**Exercise prompt:** Please output the entries below exactly as they are.

====

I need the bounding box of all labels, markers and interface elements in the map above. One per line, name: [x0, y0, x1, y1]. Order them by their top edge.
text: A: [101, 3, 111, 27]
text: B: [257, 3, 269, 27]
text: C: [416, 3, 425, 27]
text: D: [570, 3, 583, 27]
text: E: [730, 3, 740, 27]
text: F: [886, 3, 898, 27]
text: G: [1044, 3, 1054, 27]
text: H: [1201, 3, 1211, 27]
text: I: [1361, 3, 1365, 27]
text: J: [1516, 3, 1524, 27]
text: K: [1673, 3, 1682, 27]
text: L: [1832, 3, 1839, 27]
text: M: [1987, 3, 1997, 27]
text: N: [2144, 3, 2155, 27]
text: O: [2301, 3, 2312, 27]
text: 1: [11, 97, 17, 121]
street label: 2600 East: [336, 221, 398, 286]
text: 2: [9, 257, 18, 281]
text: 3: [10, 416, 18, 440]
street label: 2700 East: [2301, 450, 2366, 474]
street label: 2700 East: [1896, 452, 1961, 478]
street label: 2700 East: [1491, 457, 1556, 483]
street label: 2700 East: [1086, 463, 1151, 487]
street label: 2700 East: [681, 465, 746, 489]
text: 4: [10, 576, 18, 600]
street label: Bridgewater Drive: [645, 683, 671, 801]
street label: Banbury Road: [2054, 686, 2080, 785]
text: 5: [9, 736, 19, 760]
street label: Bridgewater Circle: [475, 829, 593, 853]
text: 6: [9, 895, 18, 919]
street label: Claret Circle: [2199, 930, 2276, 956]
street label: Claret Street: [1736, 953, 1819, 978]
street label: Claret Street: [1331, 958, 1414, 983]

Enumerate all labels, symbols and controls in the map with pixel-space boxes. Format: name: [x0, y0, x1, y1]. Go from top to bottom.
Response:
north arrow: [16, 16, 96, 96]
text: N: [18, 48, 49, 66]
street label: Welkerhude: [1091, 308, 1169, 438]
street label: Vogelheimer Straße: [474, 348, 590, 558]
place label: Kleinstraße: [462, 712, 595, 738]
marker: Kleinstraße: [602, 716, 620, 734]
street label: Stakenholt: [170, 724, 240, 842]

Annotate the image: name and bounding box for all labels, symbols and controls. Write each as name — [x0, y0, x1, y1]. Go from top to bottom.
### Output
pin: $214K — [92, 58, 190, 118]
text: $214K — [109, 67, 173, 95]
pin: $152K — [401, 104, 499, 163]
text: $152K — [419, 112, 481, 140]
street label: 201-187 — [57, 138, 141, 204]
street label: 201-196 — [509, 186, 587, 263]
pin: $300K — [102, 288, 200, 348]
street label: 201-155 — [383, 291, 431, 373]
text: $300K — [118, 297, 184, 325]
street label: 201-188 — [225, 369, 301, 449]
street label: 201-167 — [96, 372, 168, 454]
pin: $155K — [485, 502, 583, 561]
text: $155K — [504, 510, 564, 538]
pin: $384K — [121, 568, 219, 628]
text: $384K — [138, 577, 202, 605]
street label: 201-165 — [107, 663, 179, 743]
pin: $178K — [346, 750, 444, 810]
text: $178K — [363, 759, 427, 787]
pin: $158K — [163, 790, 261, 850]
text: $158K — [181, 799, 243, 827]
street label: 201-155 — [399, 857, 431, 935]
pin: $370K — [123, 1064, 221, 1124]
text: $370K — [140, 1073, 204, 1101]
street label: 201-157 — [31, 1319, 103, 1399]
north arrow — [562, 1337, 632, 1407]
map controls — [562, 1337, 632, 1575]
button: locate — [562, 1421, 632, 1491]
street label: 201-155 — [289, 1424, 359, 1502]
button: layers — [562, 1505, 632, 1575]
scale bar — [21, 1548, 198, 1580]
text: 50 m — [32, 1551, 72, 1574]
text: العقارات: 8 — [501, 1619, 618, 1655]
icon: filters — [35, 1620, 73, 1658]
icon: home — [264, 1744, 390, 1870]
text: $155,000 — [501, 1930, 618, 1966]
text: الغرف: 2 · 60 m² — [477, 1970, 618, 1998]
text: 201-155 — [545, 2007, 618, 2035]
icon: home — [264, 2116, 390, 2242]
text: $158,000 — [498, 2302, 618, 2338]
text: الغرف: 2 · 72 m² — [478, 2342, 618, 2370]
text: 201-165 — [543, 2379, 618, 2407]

====

**Solved problem:**
I need the bounding box of all labels, markers and interface elements in the map above. One per line, name: [x0, y0, x1, y1]. Order them by their top edge.
text: A: [101, 3, 111, 27]
text: B: [257, 3, 269, 27]
text: C: [416, 3, 425, 27]
text: D: [570, 3, 583, 27]
text: E: [730, 3, 740, 27]
text: F: [886, 3, 898, 27]
text: G: [1044, 3, 1054, 27]
text: H: [1201, 3, 1211, 27]
text: I: [1361, 3, 1365, 27]
text: J: [1516, 3, 1524, 27]
text: K: [1673, 3, 1682, 27]
text: L: [1832, 3, 1839, 27]
text: M: [1987, 3, 1997, 27]
text: N: [2144, 3, 2155, 27]
text: O: [2301, 3, 2312, 27]
text: 1: [11, 97, 17, 121]
street label: 2600 East: [336, 221, 398, 286]
text: 2: [9, 257, 18, 281]
text: 3: [10, 416, 18, 440]
street label: 2700 East: [2301, 450, 2366, 474]
street label: 2700 East: [1896, 452, 1961, 478]
street label: 2700 East: [1491, 457, 1556, 483]
street label: 2700 East: [1086, 463, 1151, 487]
street label: 2700 East: [681, 465, 746, 489]
text: 4: [10, 576, 18, 600]
street label: Bridgewater Drive: [645, 683, 671, 801]
street label: Banbury Road: [2054, 686, 2080, 785]
text: 5: [9, 736, 19, 760]
street label: Bridgewater Circle: [475, 829, 593, 853]
text: 6: [9, 895, 18, 919]
street label: Claret Circle: [2199, 930, 2276, 956]
street label: Claret Street: [1736, 953, 1819, 978]
street label: Claret Street: [1331, 958, 1414, 983]

Enumerate all labels, symbols and controls in the map with pixel-space boxes. Format: name: [x0, y0, x1, y1]. Go from top to bottom.
Response:
north arrow: [16, 16, 96, 96]
text: N: [18, 48, 49, 66]
street label: Welkerhude: [1091, 308, 1169, 438]
street label: Vogelheimer Straße: [474, 348, 590, 558]
place label: Kleinstraße: [462, 712, 595, 738]
marker: Kleinstraße: [602, 716, 620, 734]
street label: Stakenholt: [170, 724, 240, 842]

Annotate the image: name and bounding box for all labels, symbols and controls. Write each as name — [x0, y0, x1, y1]. Go from top to bottom.
### Output
pin: $214K — [92, 58, 190, 118]
text: $214K — [109, 67, 173, 95]
pin: $152K — [401, 104, 499, 163]
text: $152K — [419, 112, 481, 140]
street label: 201-187 — [57, 138, 141, 204]
street label: 201-196 — [509, 186, 587, 263]
pin: $300K — [102, 288, 200, 348]
street label: 201-155 — [383, 291, 431, 373]
text: $300K — [118, 297, 184, 325]
street label: 201-188 — [225, 369, 301, 449]
street label: 201-167 — [96, 372, 168, 454]
pin: $155K — [485, 502, 583, 561]
text: $155K — [504, 510, 564, 538]
pin: $384K — [121, 568, 219, 628]
text: $384K — [138, 577, 202, 605]
street label: 201-165 — [107, 663, 179, 743]
pin: $178K — [346, 750, 444, 810]
text: $178K — [363, 759, 427, 787]
pin: $158K — [163, 790, 261, 850]
text: $158K — [181, 799, 243, 827]
street label: 201-155 — [399, 857, 431, 935]
pin: $370K — [123, 1064, 221, 1124]
text: $370K — [140, 1073, 204, 1101]
street label: 201-157 — [31, 1319, 103, 1399]
north arrow — [562, 1337, 632, 1407]
map controls — [562, 1337, 632, 1575]
button: locate — [562, 1421, 632, 1491]
street label: 201-155 — [289, 1424, 359, 1502]
button: layers — [562, 1505, 632, 1575]
scale bar — [21, 1548, 198, 1580]
text: 50 m — [32, 1551, 72, 1574]
text: العقارات: 8 — [501, 1619, 618, 1655]
icon: filters — [35, 1620, 73, 1658]
icon: home — [264, 1744, 390, 1870]
text: $155,000 — [501, 1930, 618, 1966]
text: الغرف: 2 · 60 m² — [477, 1970, 618, 1998]
text: 201-155 — [545, 2007, 618, 2035]
icon: home — [264, 2116, 390, 2242]
text: $158,000 — [498, 2302, 618, 2338]
text: الغرف: 2 · 72 m² — [478, 2342, 618, 2370]
text: 201-165 — [543, 2379, 618, 2407]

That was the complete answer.